De nombreuses femmes atteintes d’un cancer du sein précoce reçoivent aujourd’hui une chimiothérapie intensive avant la chirurgie. Pour certaines, la tumeur est réduite au point qu’aucun cancer n’est détectable lors de l’intervention, et leurs perspectives à long terme sont excellentes. Mais d’autres conservent une masse tumorale visible qui a résisté au traitement. Ces patientes présentent un risque plus élevé de récidive. L’étude PROMETEO a testé une nouvelle façon de « réveiller » le système immunitaire contre ce cancer résiduel en utilisant un virus oncolytique associé à un anticorps stimulant l’immunité.

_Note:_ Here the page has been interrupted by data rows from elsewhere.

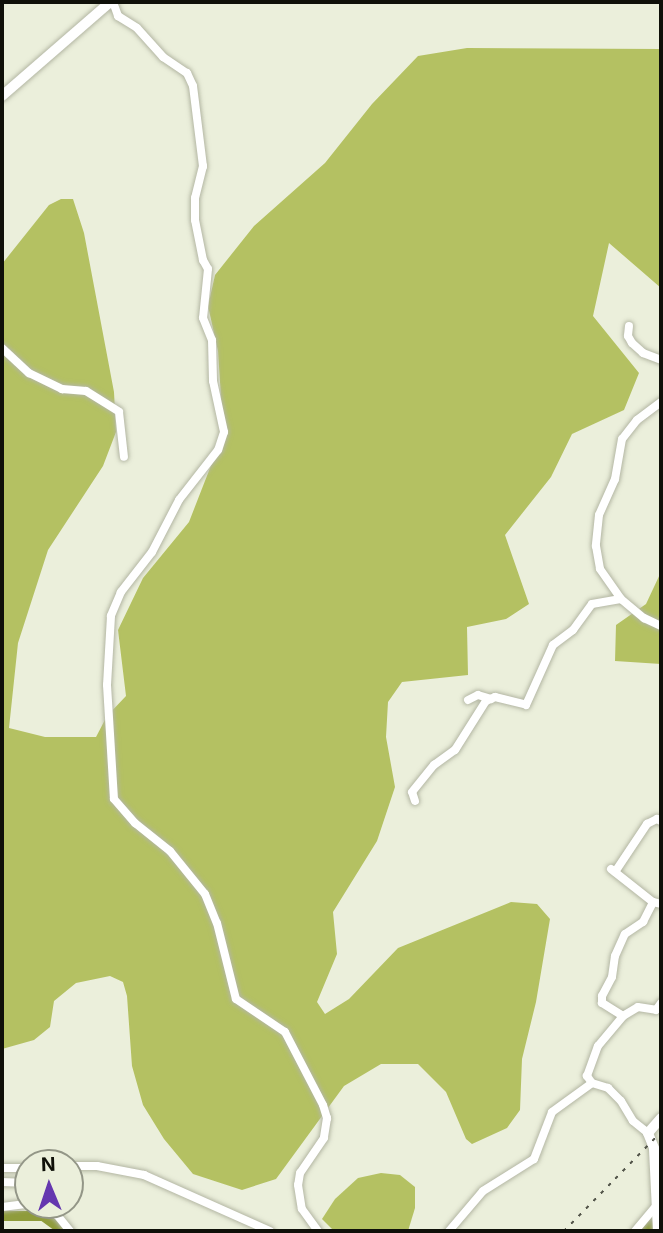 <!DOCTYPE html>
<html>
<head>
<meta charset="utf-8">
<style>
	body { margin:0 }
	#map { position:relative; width:663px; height:1233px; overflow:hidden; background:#ebefdb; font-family:Inter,sans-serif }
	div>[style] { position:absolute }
	.forest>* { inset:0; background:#b4c162 }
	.river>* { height:10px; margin:-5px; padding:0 5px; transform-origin:5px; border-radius:5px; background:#8f9c3b }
	.roads { filter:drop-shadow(0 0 2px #b3b6a3) drop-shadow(0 0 2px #b3b6a3) }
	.minor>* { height:8px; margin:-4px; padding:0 4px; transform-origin:4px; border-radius:4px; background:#fff }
	.major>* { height:10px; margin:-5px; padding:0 5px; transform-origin:5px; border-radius:5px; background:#fff }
	.rail>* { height:2px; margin-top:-1px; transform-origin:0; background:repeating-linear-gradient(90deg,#525449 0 3.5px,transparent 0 10.5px) }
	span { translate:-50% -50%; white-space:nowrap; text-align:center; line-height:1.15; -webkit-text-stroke:7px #ebefdb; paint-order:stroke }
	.frame { position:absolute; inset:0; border:4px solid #0f1009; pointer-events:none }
	.north { position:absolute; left:14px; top:1149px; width:70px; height:70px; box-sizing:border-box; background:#ebefdb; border:2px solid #939687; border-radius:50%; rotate:358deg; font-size:19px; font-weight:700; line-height:28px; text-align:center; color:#0f1009 }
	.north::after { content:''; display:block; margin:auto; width:24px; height:32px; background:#6537af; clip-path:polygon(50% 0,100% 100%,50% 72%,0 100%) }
</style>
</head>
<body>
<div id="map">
	<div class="forest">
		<i style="clip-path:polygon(467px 48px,661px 49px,661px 288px,609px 243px,593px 316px,639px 373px,624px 410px,572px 434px,551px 477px,505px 535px,529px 604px,506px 619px,467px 627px,468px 675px,402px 682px,388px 702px,386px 737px,395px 787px,377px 841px,333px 912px,337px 954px,317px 1002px,325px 1014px,349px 999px,398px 948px,511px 902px,537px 904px,550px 919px,536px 1002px,522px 1059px,520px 1110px,507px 1128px,472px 1144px,466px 1139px,446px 1092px,418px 1064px,381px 1064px,344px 1086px,276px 1179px,242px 1190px,193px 1174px,164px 1139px,143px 1105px,132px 1066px,127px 996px,123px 982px,110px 976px,76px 983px,54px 1001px,50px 1027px,34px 1040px,2px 1049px,2px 264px,49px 205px,61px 199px,73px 199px,84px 233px,114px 392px,116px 432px,103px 466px,48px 550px,18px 643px,9px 728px,45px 737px,96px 737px,107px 716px,126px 696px,118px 630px,143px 578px,189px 522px,217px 450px,222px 413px,218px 351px,208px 306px,215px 275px,254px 226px,325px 163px,372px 104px,418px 56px)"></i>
		<i style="clip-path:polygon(661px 572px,661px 664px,615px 661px,616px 625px,646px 604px)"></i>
		<i style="clip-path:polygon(381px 1173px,400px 1175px,415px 1187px,415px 1208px,408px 1231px,334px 1231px,322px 1219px,335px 1199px,358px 1178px)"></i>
	</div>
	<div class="river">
		<i style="left:2px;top:1216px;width:41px"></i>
		<i style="left:43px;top:1216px;width:26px;rotate:36deg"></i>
		<i style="left:646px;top:1231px;width:22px;rotate:-47deg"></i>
	</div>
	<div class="roads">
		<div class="minor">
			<i style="left:113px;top:2px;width:15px;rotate:70deg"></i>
			<i style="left:118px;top:16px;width:22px;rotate:32deg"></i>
			<i style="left:137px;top:28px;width:39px;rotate:48deg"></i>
			<i style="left:163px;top:57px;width:29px;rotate:34deg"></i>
			<i style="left:187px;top:73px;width:14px;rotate:65deg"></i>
			<i style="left:193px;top:86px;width:81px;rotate:82.9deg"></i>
			<i style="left:203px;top:166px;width:33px;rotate:104deg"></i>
			<i style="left:195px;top:198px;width:22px;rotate:90deg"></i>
			<i style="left:195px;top:220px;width:41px;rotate:78.7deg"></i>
			<i style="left:203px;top:260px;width:10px;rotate:61deg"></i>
			<i style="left:208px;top:269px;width:49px;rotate:95.8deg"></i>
			<i style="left:203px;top:318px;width:24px;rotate:68deg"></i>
			<i style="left:212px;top:340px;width:41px;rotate:88.6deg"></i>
			<i style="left:213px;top:381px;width:52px;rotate:77.8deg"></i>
			<i style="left:224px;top:432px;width:19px;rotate:108deg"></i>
			<i style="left:218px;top:450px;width:63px;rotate:128deg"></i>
			<i style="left:179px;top:500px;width:59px;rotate:117.4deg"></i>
			<i style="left:152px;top:552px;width:51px;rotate:127.8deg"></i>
			<i style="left:121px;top:592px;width:26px;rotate:113deg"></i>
			<i style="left:111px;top:616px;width:69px;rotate:93.3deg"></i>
			<i style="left:107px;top:685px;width:114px;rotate:86.5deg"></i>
			<i style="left:114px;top:799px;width:32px;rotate:49deg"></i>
			<i style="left:135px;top:823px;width:45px;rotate:38.7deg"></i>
			<i style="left:170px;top:851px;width:55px;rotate:50.9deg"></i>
			<i style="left:205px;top:894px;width:31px;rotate:68deg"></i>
			<i style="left:217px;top:923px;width:78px;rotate:76deg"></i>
			<i style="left:236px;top:999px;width:59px;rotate:34deg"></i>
			<i style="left:285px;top:1032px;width:82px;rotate:62.5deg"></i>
			<i style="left:323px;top:1105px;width:14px;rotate:73deg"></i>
			<i style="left:327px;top:1118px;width:20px;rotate:99deg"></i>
			<i style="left:324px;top:1138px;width:42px;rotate:124.4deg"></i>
			<i style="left:300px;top:1173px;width:12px;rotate:99deg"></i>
			<i style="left:298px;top:1185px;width:24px;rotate:81deg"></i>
			<i style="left:302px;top:1209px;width:27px;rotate:54deg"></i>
			<i style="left:629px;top:326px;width:10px;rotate:96deg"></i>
			<i style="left:628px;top:336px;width:8px;rotate:60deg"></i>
			<i style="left:632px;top:343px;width:15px;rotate:42deg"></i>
			<i style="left:643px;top:353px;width:19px;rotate:21deg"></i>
			<i style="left:2px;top:348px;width:37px;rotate:43deg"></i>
			<i style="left:29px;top:373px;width:37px;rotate:26deg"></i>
			<i style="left:62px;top:389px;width:24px;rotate:5deg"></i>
			<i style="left:86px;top:391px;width:39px;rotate:32deg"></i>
			<i style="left:119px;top:412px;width:45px;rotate:83.7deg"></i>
			<i style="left:661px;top:402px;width:30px;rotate:143deg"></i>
			<i style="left:637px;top:420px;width:24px;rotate:128deg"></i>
			<i style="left:622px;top:439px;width:41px;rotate:99.9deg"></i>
			<i style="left:615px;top:479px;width:39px;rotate:114deg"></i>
			<i style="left:599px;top:515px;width:31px;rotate:96deg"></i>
			<i style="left:596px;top:546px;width:23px;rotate:80deg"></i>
			<i style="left:600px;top:569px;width:37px;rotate:55deg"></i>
			<i style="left:621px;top:599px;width:30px;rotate:40deg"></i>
			<i style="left:644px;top:618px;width:19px;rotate:25deg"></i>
			<i style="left:468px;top:700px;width:11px;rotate:-27deg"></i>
			<i style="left:478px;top:695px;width:14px;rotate:17deg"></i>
			<i style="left:415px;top:801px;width:9px;rotate:-108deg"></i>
			<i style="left:412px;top:792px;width:35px;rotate:-51deg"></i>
			<i style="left:434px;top:765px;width:26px;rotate:-36deg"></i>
			<i style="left:455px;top:750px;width:58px;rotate:-57.7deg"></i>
			<i style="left:486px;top:701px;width:10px;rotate:-24deg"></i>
			<i style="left:495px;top:697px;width:32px;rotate:14deg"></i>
			<i style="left:526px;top:705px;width:66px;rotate:-65.8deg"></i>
			<i style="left:553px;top:645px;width:25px;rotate:-37deg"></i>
			<i style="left:573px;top:630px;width:32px;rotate:-54deg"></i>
			<i style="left:592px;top:604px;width:29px;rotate:-10deg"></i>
			<i style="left:611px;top:869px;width:53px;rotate:38.2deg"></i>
			<i style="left:653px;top:902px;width:8px;rotate:14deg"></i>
			<i style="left:615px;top:872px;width:58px;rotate:-56.3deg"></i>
			<i style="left:647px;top:824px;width:11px;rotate:-27deg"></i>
			<i style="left:657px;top:819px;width:4px;rotate:27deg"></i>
			<i style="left:623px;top:1016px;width:25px;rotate:-148deg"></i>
			<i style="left:602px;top:1003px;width:7px;rotate:-90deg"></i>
			<i style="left:602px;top:996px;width:21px;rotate:-62deg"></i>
			<i style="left:612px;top:977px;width:21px;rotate:-82deg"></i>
			<i style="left:615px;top:956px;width:24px;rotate:-66deg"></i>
			<i style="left:625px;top:934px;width:22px;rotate:-34deg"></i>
			<i style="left:643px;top:922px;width:22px;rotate:-63deg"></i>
			<i style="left:592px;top:1083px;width:9px;rotate:-126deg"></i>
			<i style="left:587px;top:1076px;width:32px;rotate:-70deg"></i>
			<i style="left:598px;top:1046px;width:39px;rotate:-50deg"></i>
			<i style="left:623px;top:1016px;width:17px;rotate:-31deg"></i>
			<i style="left:638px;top:1007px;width:18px;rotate:9deg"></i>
			<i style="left:656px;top:1010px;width:9px;rotate:-54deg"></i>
			<i style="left:70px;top:1166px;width:27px"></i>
			<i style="left:97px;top:1166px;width:48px;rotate:10.8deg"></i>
			<i style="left:144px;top:1175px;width:138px;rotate:24deg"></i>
			<i style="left:2px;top:1168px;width:26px"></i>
			<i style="left:2px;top:1182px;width:26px;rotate:2deg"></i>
			<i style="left:38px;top:1205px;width:21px;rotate:28deg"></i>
			<i style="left:57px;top:1215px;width:21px;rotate:51deg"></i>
			<i style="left:2px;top:1207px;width:26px;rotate:-7deg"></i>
			<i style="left:449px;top:1231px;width:52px;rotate:-49.6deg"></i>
			<i style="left:483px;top:1191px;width:60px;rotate:-32.1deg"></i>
			<i style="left:534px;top:1159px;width:50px;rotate:-69deg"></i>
			<i style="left:552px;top:1112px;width:49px;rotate:-35.9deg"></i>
			<i style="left:592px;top:1083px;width:17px;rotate:17deg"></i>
			<i style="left:608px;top:1088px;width:18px;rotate:45deg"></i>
			<i style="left:621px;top:1101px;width:23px;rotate:59deg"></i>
			<i style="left:633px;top:1121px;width:19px;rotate:39deg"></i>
			<i style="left:635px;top:1231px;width:34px;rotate:-50deg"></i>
		</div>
		<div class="major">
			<i style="left:2px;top:96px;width:143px;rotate:-41deg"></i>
			<i style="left:658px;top:1231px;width:83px;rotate:-92.8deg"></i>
			<i style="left:654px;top:1148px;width:16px;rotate:-112deg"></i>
			<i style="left:648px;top:1133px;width:20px;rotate:-49deg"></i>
		</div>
	</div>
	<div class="rail">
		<i style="left:564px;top:1231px;width:139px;rotate:-45.6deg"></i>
	</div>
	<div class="frame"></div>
	<div class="north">N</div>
</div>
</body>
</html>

Transformer un virus en allié

L’essai s’est concentré sur des femmes dont les tumeurs étaient dépourvues de la protéine HER2, un type fréquent de cancer du sein pouvant être soit hormono-dépendant soit triple négatif. Toutes avaient déjà terminé la chimiothérapie préopératoire standard mais présentaient encore une masse d’au moins un centimètre à l’imagerie et à la biopsie, montrant la résistance de leur cancer aux médicaments. Les chercheurs ont utilisé le talimogène laherparepvec (T‑VEC), un virus de l’herpès modifié qui infecte et détruit les cellules cancéreuses tout en libérant des signaux attirant les cellules immunitaires. Ils l’ont associé à l’atezolizumab, un anticorps qui bloque le frein PD‑L1 que les tumeurs utilisent pour désactiver les attaques immunitaires. Le traitement a été administré pendant une fenêtre de 11 semaines entre la chimiothérapie et la chirurgie.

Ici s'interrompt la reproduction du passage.